Many of us are practicing social distancing at this time. We get updates from those in authority once or twice a day, and the rest of the information is largely derivative of that – from actual analysis, which is rare, to rampant speculation. We sit, surrounded by the walls of a home many of us have not had the opportunity to become intimate with. Our mini-vacations at home have become a long stay.
We tour our prisons from the inside, these systems that are not working as we expected as nations, these walls that are uncomfortably close for many as individuals.
In our solitude, or being stuck with the people we only were for a fraction of the day, some of us try to escape into the speculation and analysis rather than face what’s at home. It scares us at such a subconscious level that we don’t even know we’re doing it. We fill our time with things that aren’t necessarily good for us.
We think little of who we want to be, or who we should be.
There are others with more pressing problems, like the poor in India who are walking home. In the attempts of states to quell the virus, borders have become locked down. People staying inside takes away from the lower rungs of the economy, the people you see on the street.

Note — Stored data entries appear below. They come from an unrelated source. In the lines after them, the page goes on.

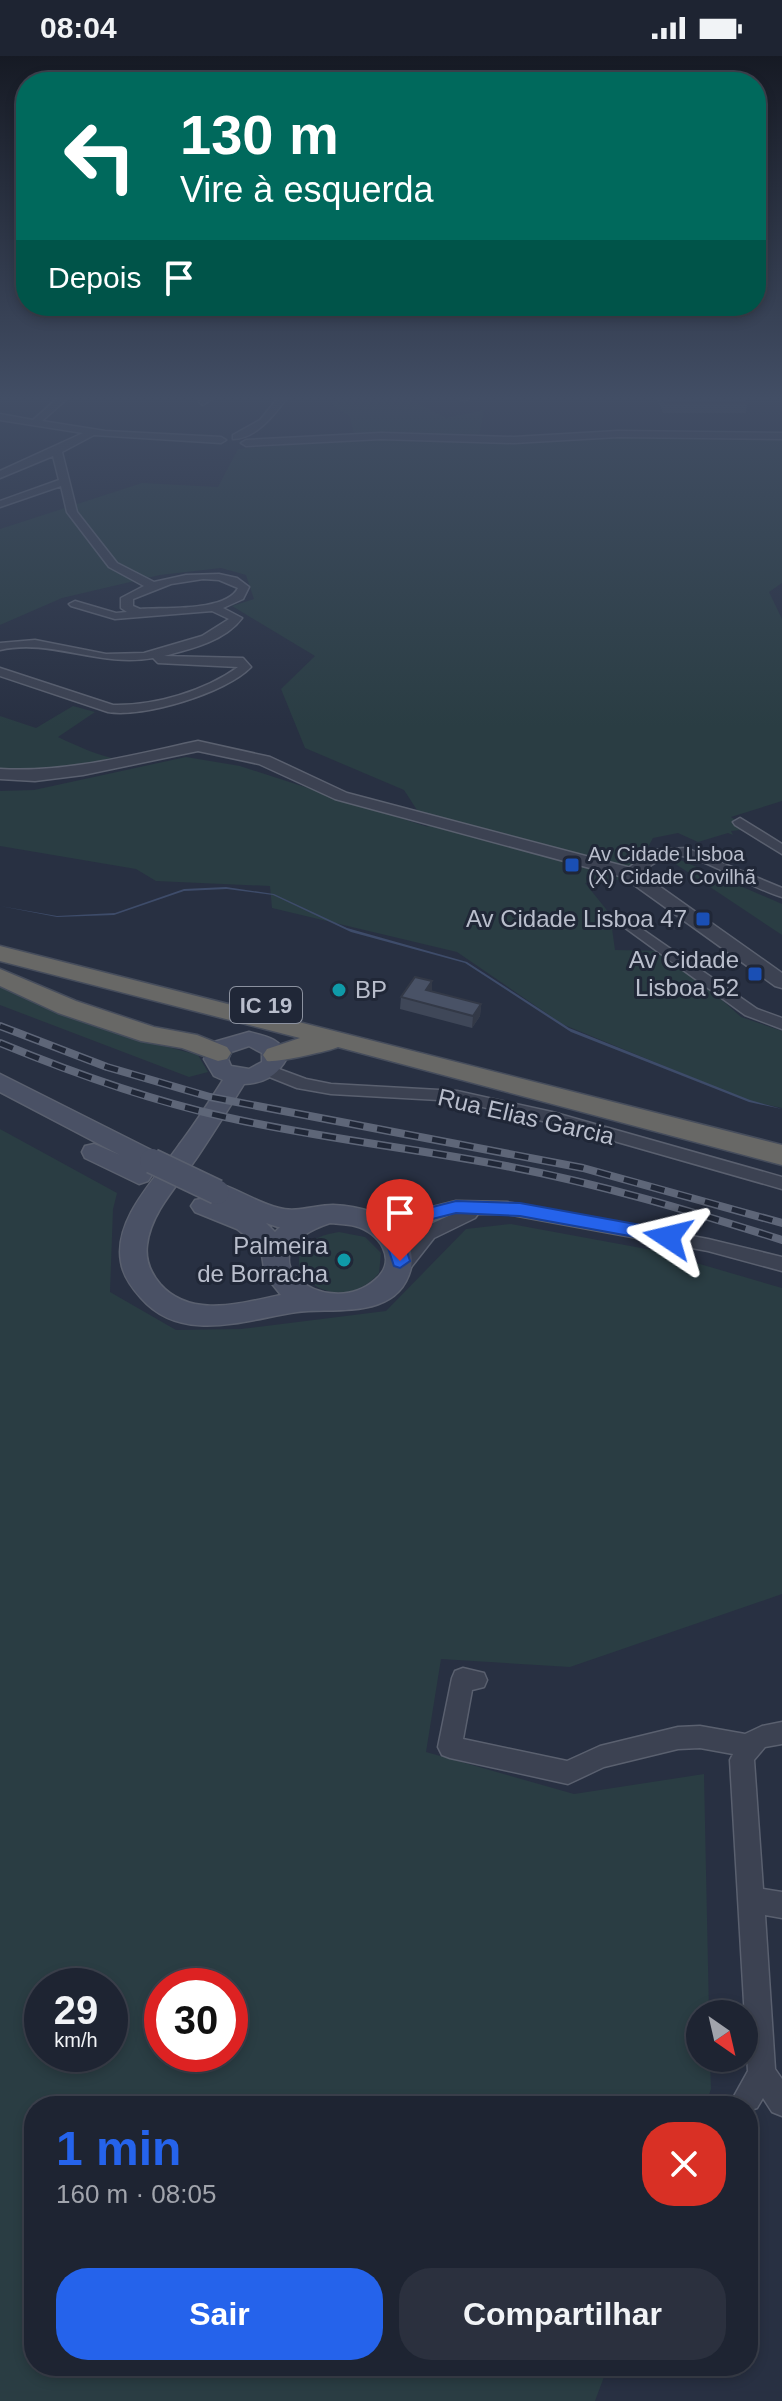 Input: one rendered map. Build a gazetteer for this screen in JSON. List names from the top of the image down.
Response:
{
  "streets": {
    "highway": ["IC 19"],
    "street": ["Rua Elias Garcia"]
  },
  "places": {
    "transit": ["Av Cidade Lisboa (X) Cidade Covilhã", "Av Cidade Lisboa 47", "Av Cidade Lisboa 52"],
    "other": ["BP", "Palmeira de Borracha"]
  },
  "north": "bottom right",
  "page": {
    "status": "08:04",
    "turn": ["130 m", "Vire à esquerda"],
    "then": "Depois",
    "speed": "29 km/h",
    "limit": "30",
    "heading": ["1 min", "160 m · 08:05"],
    "buttons": ["Sair", "Compartilhar"]
  }
}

A few days ago I watched as someone tried to clean the windshield of a Range Rover at a light despite the lady driver not wanting it. He had her pegged, thinking that if he started she would feel obligated to give him something, but what he failed to realize is that the virus is larger than that feeling of obligation she may have had. He’s hustling to make a living, she’s hustling to get home virus-free.
We have people who, unprotected socioeconomically, are at greatest risk for contracting Covid-19. In Trinidad and Tobago, the Chief of Police rattled his saber when on the first of the month people were not practicing social distancing at banks and groceries, even threatening to close them down – but the systems in Trinidad and Tobago lag, pensioners need to cash cheques because the electronic system fails them. Sure, maybe it’s available, but that they don’t use it is a failure – a design problem. No one seems to think that the businesses bear responsibility here. Of course they do. At the cost of a roll of duct tape, they could have social distancing easily visible.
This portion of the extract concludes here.